> [Instructions to follow]:
Lines holding the word "addColorStop" must be located in the listing below and copied.

> [Data supplied]:
++++++++

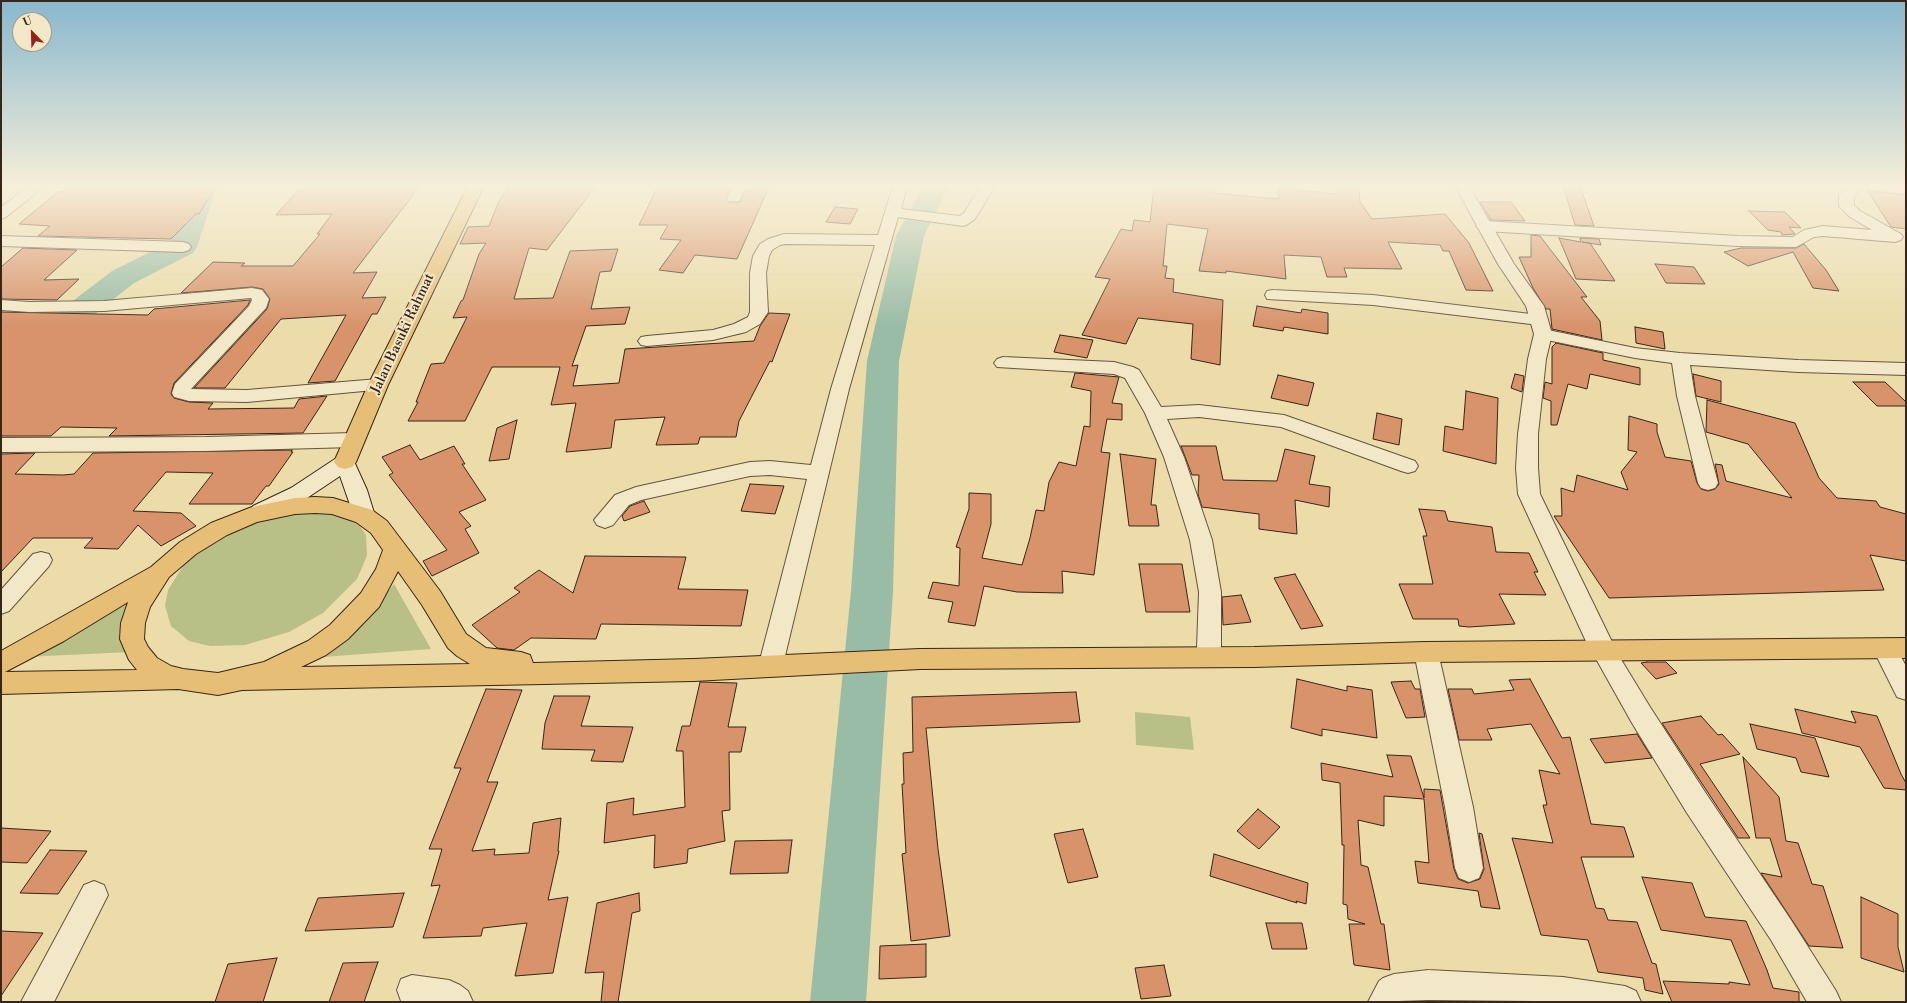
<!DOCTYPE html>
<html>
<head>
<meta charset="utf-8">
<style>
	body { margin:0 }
	#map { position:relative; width:1907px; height:1003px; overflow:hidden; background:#ebdcaa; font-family:"Libre Bodoni",serif }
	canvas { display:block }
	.frame { position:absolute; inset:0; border:2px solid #382618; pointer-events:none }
	.north { position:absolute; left:12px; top:12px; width:40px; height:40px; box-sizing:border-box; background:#f2e8c8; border:1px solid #a89a82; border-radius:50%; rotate:337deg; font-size:11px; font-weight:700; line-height:16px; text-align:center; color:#382618 }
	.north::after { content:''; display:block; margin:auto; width:14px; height:18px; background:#8f2418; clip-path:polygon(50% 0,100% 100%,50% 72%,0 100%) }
</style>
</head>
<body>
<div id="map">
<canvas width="1907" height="1003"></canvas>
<div class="frame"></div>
<div class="north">U</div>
</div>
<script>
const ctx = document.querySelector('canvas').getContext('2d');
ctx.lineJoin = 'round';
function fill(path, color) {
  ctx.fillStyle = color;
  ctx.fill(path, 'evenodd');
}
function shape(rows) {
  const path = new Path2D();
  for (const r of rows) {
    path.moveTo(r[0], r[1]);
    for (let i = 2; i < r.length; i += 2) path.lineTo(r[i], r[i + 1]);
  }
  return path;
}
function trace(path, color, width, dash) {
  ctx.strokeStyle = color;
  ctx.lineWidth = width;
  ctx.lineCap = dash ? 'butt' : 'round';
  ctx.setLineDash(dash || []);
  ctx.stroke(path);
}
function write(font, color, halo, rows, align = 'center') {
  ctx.font = font + ' "Libre Bodoni",serif';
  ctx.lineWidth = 4;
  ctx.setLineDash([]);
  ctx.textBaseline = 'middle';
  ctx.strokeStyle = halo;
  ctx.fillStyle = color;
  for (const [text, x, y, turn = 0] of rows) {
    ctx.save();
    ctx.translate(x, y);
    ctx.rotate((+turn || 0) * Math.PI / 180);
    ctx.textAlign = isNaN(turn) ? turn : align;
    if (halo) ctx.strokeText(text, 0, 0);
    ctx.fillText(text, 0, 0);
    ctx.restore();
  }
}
fill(shape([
	[289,510,342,514,360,526,366,535,367,556,357,579,323,613,289,632,245,645,210,646,189,641,171,626,165,606,168,590,183,566,208,544,224,533],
	[394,584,431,649,309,658,371,614],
	[135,591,131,652,24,657],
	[1135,712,1190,717,1194,750,1136,745]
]), '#b8c088');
fill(shape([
	[191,186,217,186,197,247,193,253,134,283,13,379,1,382,1,356,112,271,170,242,191,186],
	[923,186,949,186,924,236,899,361,893,591,866,1002,810,1002,851,591,867,361,896,236,923,186]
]), '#99bca6');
const building = shape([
	[71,186,216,186,199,214,196,214,171,239,38,236,50,226,19,224,58,192,62,192,71,186],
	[310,186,420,186,353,273,377,272,362,298,386,297,377,314,372,314,335,381,308,383,346,315,281,319,225,388,194,388,267,309,270,299,263,289,252,287,181,293,213,262,245,263,241,266,293,266,320,234,317,234,332,214,276,215,298,190,306,190,310,186],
	[510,186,596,186,547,250,529,248,514,299,553,298,570,251,618,249,611,271,600,272,591,309,630,307,625,324,586,326,572,366,578,365,573,386,619,383,625,349,754,341,760,326,769,313,790,314,772,362,770,361,739,421,736,437,700,437,698,444,656,445,665,417,615,420,611,448,566,452,576,403,551,405,560,367,492,367,465,421,408,421,418,402,416,402,431,364,444,363,467,317,453,318,461,301,463,300,479,254,486,243,460,244,468,227,489,226,499,201,510,186],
	[658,186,732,186,726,197,729,202,740,202,748,186,769,187,737,259,695,255,683,273,659,270,681,240,660,239,668,225,639,225,658,186],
	[1154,186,1217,186,1213,193,1279,199,1278,188,1336,194,1336,186,1340,186,1359,188,1360,202,1372,219,1445,214,1469,243,1493,291,1466,290,1449,251,1443,251,1440,245,1388,242,1402,269,1344,268,1347,277,1327,277,1321,257,1284,255,1286,279,1226,271,1226,273,1199,271,1208,229,1167,224,1163,266,1167,266,1165,278,1174,279,1173,292,1223,300,1220,365,1191,359,1193,324,1138,318,1126,344,1082,335,1110,279,1095,277,1121,229,1132,231,1134,220,1150,222,1154,186],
	[1563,186,1580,186,1594,226,1575,225,1563,186],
	[1867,190,1906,195,1906,229,1891,227,1867,190],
	[1480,202,1511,202,1525,221,1491,220,1480,202],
	[835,207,858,209,850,224,826,222,835,207],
	[1749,211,1785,212,1801,228,1789,227,1795,234,1782,235,1781,232,1768,230,1749,211],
	[1531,235,1540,236,1587,297,1581,297,1600,321,1602,340,1552,329,1550,309,1546,309,1533,288,1519,257,1531,257,1531,235],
	[1559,238,1581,242,1580,238,1599,239,1601,245,1582,242,1590,243,1615,281,1576,279,1559,238],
	[1804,244,1826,270,1839,291,1813,288,1793,252,1748,266,1724,252,1741,248,1796,248,1804,244],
	[23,248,77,250,44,280,79,279,57,300,1,299,1,267,23,248],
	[1655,264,1694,267,1705,284,1666,283,1655,264],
	[250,300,248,305,174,383,171,394,174,398,189,402,213,403,208,409,294,408,299,399,327,396,303,433,109,436,117,428,61,427,51,436,1,436,1,312,148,315,154,309,250,300],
	[1257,306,1301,313,1302,309,1328,313,1328,334,1284,327,1283,331,1253,326,1257,306],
	[1635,327,1663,332,1665,349,1636,343,1635,327],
	[1060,335,1093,340,1087,358,1054,352,1060,335],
	[1556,343,1603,353,1603,360,1640,368,1640,385,1590,374,1587,389,1568,384,1557,425,1551,425,1551,401,1543,398,1545,382,1552,384,1552,347,1556,343],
	[1075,373,1119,377,1112,403,1122,404,1122,420,1107,419,1101,452,1110,453,1094,575,1062,571,1063,593,1017,592,984,586,975,626,948,622,953,602,928,598,933,582,959,586,960,548,956,547,969,509,969,493,991,494,991,524,982,558,1022,565,1030,538,1036,510,1044,511,1049,482,1059,462,1076,466,1084,426,1090,427,1091,391,1071,387,1075,373],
	[1515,374,1524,376,1522,392,1511,388,1515,374],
	[1693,374,1721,381,1721,402,1696,396,1693,374],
	[1278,375,1314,383,1308,406,1271,398,1278,375],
	[1853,382,1885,382,1906,402,1906,406,1877,406,1853,382],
	[1466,391,1498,398,1496,464,1443,451,1445,426,1463,430,1466,391],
	[1707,400,1795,423,1819,478,1837,498,1876,501,1880,507,1906,514,1906,561,1870,555,1884,590,1609,598,1554,516,1562,516,1561,488,1574,492,1577,475,1628,490,1621,472,1637,452,1628,450,1629,416,1657,424,1657,432,1665,457,1691,461,1697,483,1701,489,1708,491,1715,489,1719,484,1715,464,1722,465,1726,481,1792,498,1748,444,1706,432,1707,400],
	[1377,413,1402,419,1399,445,1373,439,1377,413],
	[517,420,509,459,489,461,497,428,517,420],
	[410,445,420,460,454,446,465,464,462,464,486,500,459,512,471,526,465,529,479,553,432,576,423,561,447,550,389,475,393,473,382,457,410,445],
	[1181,446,1216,446,1223,480,1277,481,1285,449,1315,456,1309,484,1330,487,1329,507,1295,500,1297,534,1259,529,1259,514,1202,507,1198,494,1199,475,1192,475,1181,446],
	[292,450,291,452,293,452,269,486,266,486,252,504,189,504,213,473,166,472,133,511,181,513,196,526,161,546,138,525,118,549,84,548,93,538,33,538,1,572,1,454,35,453,15,474,63,475,74,474,93,453,292,450],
	[1120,454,1156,459,1151,505,1156,505,1159,526,1129,526,1120,454],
	[750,484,784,486,775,514,741,511,750,484],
	[644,501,650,512,624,521,622,516,630,506,644,501],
	[1419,509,1445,511,1448,521,1492,527,1496,552,1529,553,1538,572,1534,572,1546,595,1499,594,1515,624,1469,627,1459,626,1458,619,1413,619,1399,584,1433,584,1423,536,1427,536,1419,509],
	[585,556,686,557,678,589,748,590,741,626,601,624,596,639,531,638,514,650,497,648,472,625,520,592,514,588,539,570,573,593,585,556],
	[1139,564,1182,564,1190,612,1146,612,1139,564],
	[1295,574,1323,626,1301,629,1274,578,1295,574],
	[1241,595,1251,622,1223,625,1222,597,1241,595],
	[1647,662,1666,662,1677,673,1656,679,1641,663,1647,662],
	[1297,679,1347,691,1347,686,1372,690,1377,738,1322,729,1322,736,1291,728,1297,679],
	[1530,679,1562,738,1570,737,1591,824,1624,827,1634,857,1581,857,1596,908,1604,909,1608,920,1637,922,1652,963,1656,964,1663,994,1645,990,1643,978,1598,972,1588,940,1541,935,1512,838,1553,843,1543,805,1547,805,1539,770,1560,774,1531,724,1487,729,1492,740,1459,740,1448,689,1472,689,1474,694,1514,690,1509,680,1530,679],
	[1411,681,1415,689,1420,689,1425,717,1406,718,1391,682,1411,681],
	[700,682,737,683,728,727,746,727,741,752,729,752,730,810,722,811,725,841,688,849,687,863,654,868,655,835,604,843,607,803,634,798,633,815,685,807,683,751,676,751,682,726,690,726,700,682],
	[486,689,522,690,487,782,498,782,472,851,495,849,494,855,529,853,533,823,561,818,558,851,559,851,548,900,568,897,553,973,515,976,527,923,483,928,481,936,423,938,440,885,431,886,442,849,429,849,461,768,454,768,486,689],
	[1076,692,1080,722,926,728,938,849,950,936,911,941,902,854,906,853,902,784,904,784,903,753,913,752,912,697,1076,692],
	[554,696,590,696,581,726,633,727,623,762,591,761,595,750,542,749,545,723,554,696],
	[1795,709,1856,723,1851,711,1877,716,1901,774,1906,783,1906,790,1884,788,1860,747,1802,733,1795,709],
	[1701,716,1718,735,1722,734,1740,754,1700,764,1750,838,1738,838,1662,723,1701,716],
	[1750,724,1815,738,1829,777,1801,772,1796,758,1757,749,1750,724],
	[1637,734,1652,758,1605,763,1590,739,1637,734],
	[1387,755,1411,756,1424,798,1424,789,1440,790,1454,869,1458,879,1468,883,1480,879,1484,869,1479,833,1482,834,1500,909,1481,907,1478,891,1418,883,1415,861,1429,863,1424,799,1384,796,1384,826,1358,820,1361,865,1368,867,1381,924,1384,924,1390,970,1354,965,1349,924,1365,924,1348,919,1347,905,1343,904,1344,845,1342,845,1340,783,1322,780,1321,763,1393,777,1387,755],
	[1743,757,1779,797,1786,841,1798,843,1812,884,1823,886,1843,948,1809,946,1761,873,1782,877,1770,838,1756,838,1743,757],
	[1258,809,1280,827,1259,849,1237,831,1258,809],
	[1,828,51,831,27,863,1,862,1,828],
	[1083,829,1098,877,1068,883,1054,834,1083,829],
	[792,840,788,873,730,874,735,841,792,840],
	[50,850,87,851,58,894,20,893,50,850],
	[1214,854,1308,883,1306,904,1296,901,1297,903,1210,876,1214,854],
	[1642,877,1692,883,1705,917,1746,921,1767,970,1773,988,1799,992,1799,1002,1672,1002,1663,981,1729,984,1729,982,1750,985,1731,940,1661,930,1642,877],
	[404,893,393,927,305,931,318,898,404,893],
	[639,893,640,911,632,913,618,1002,601,1002,604,972,585,973,597,903,639,893],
	[1861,897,1898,914,1898,947,1904,972,1861,958,1861,897],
	[1266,923,1302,923,1307,949,1272,949,1266,923],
	[1,931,43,933,1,996,1,931],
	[926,944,926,977,879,979,880,946,926,944],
	[277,958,263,1002,215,1002,228,964,277,958],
	[378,962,364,1002,329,1002,343,963,378,962],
	[1164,965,1171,996,1141,999,1135,968,1164,965]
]);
fill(building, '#d8936b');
trace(building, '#382618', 1);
const minor = shape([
	[29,186,45,186,6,217,1,219,1,207,29,186],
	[733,186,747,186,739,201,729,201,727,198,733,186],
	[893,186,907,186,901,209,960,216,964,213,981,186,995,186,975,219,968,224,963,226,898,217,849,389,785,656,782,663,773,666,764,663,761,656,807,479,770,475,750,476,641,500,629,505,613,525,605,528,597,525,594,520,615,495,636,487,750,462,770,461,811,465,831,389,875,245,785,244,780,245,772,250,769,256,766,273,768,312,760,324,746,332,713,340,647,346,641,345,638,341,641,337,647,336,713,330,734,324,748,317,750,312,750,273,753,256,760,244,768,239,784,234,878,235,893,186],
	[1849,186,1864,186,1854,196,1854,205,1860,211,1901,234,1903,237,1901,240,1895,242,1823,236,1814,237,1796,247,1738,246,1484,231,1479,229,1476,226,1479,223,1484,221,1738,236,1793,237,1804,230,1823,226,1872,230,1850,217,1839,206,1839,195,1849,186],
	[1,236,183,242,189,244,191,247,189,250,183,252,1,246,1,236],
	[252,288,262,290,269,299,266,308,191,389,247,390,378,379,385,381,387,385,385,389,247,402,189,401,174,397,172,393,175,384,249,306,252,300,251,298,104,311,29,312,1,310,1,300,29,302,104,301,252,288],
	[1273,290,1373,295,1539,315,1545,316,1548,320,1545,324,1539,325,1373,305,1267,299,1265,295,1267,291,1273,290],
	[1543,329,1635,348,1680,353,1798,360,1906,363,1906,375,1798,372,1690,365,1695,396,1718,483,1715,488,1708,490,1701,488,1698,483,1677,396,1672,363,1635,358,1537,338,1534,334,1537,330,1543,329],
	[1003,357,1114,362,1133,367,1139,370,1161,407,1199,405,1284,415,1415,461,1418,466,1415,471,1408,473,1401,471,1281,427,1199,417,1167,419,1184,457,1212,540,1221,592,1221,648,1217,655,1209,658,1201,655,1197,648,1199,592,1190,540,1164,457,1145,413,1125,378,1114,374,997,367,994,363,997,359,1003,357],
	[354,433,361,435,364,440,361,445,354,447,206,451,1,452,1,438,206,437,354,433],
	[41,552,49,554,52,560,49,566,9,611,1,614,1,590,33,554,41,552],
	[1885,639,1893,642,1906,666,1906,700,1897,697,1873,649,1877,642,1885,639],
	[1603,640,1611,643,1650,707,1707,795,1791,920,1836,991,1841,1002,1807,1002,1771,940,1687,813,1632,723,1595,657,1591,650,1595,643,1603,640],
	[1426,642,1435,645,1438,652,1473,807,1483,868,1479,878,1469,882,1459,878,1455,868,1445,807,1414,652,1417,645,1426,642],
	[94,881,104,885,108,895,54,1002,21,1002,84,885,94,881],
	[1428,970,1563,977,1625,986,1636,991,1641,1002,1428,1000,1368,1002,1379,981,1383,978,1394,974,1428,970],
	[412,975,449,980,460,985,468,991,473,1002,401,1001,397,990,401,979,412,975]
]);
const tertiary = shape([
	[1455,186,1469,186,1514,264,1544,306,1552,334,1546,359,1538,434,1538,468,1540,494,1616,650,1612,657,1603,660,1594,657,1590,650,1518,494,1516,468,1518,434,1528,359,1534,334,1526,306,1498,264,1455,186]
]);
const secondary = shape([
	[345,455,352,457,367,490,375,516,372,522,364,524,356,522,340,476,307,498,269,518,261,520,253,518,250,512,253,506,291,488,338,457,345,455]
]);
const primary = shape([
	[468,186,484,186,388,385,356,462,352,467,345,469,338,467,334,462,368,385,468,186]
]);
const trunk = shape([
	[315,497,333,498,372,510,387,521,440,591,466,634,486,648,521,652,530,655,533,663,694,659,920,649,1254,647,1426,642,1906,638,1906,658,1426,662,1254,667,920,669,694,681,242,690,218,695,178,689,1,694,1,651,151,567,180,542,211,523,252,507,295,498,315,497],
	[315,513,332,514,356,522,371,533,383,550,376,569,361,593,330,625,308,641,264,662,218,673,183,669,171,666,157,658,148,647,144,639,145,623,150,607,169,577,196,554,227,535,257,522,295,514,315,513],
	[398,571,422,605,448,648,457,656,470,664,301,667,326,655,348,639,379,607,398,571],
	[128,602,121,623,120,639,129,660,137,670,5,672,64,641,128,602]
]);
trace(minor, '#65543c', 2);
trace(tertiary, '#65543c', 2);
trace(secondary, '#382618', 2);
trace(primary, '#382618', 2);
trace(trunk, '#382618', 2);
fill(minor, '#f2e8c8');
fill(tertiary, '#f2e8c8');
fill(secondary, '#f2e8c8');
fill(primary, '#e6be75');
fill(trunk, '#e6be75');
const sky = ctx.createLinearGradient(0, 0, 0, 326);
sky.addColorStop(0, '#88b7ce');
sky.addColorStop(0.57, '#f6efd9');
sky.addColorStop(1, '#f6efd900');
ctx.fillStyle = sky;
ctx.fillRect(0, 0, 1907, 326);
write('14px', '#382618', '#f2e8c8', [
	["Jalan Basuki Rahmat",403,334,-65]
]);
</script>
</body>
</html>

++++++++

> [Reply to the exercise]:
sky.addColorStop(0, '#88b7ce');
sky.addColorStop(0.57, '#f6efd9');
sky.addColorStop(1, '#f6efd900');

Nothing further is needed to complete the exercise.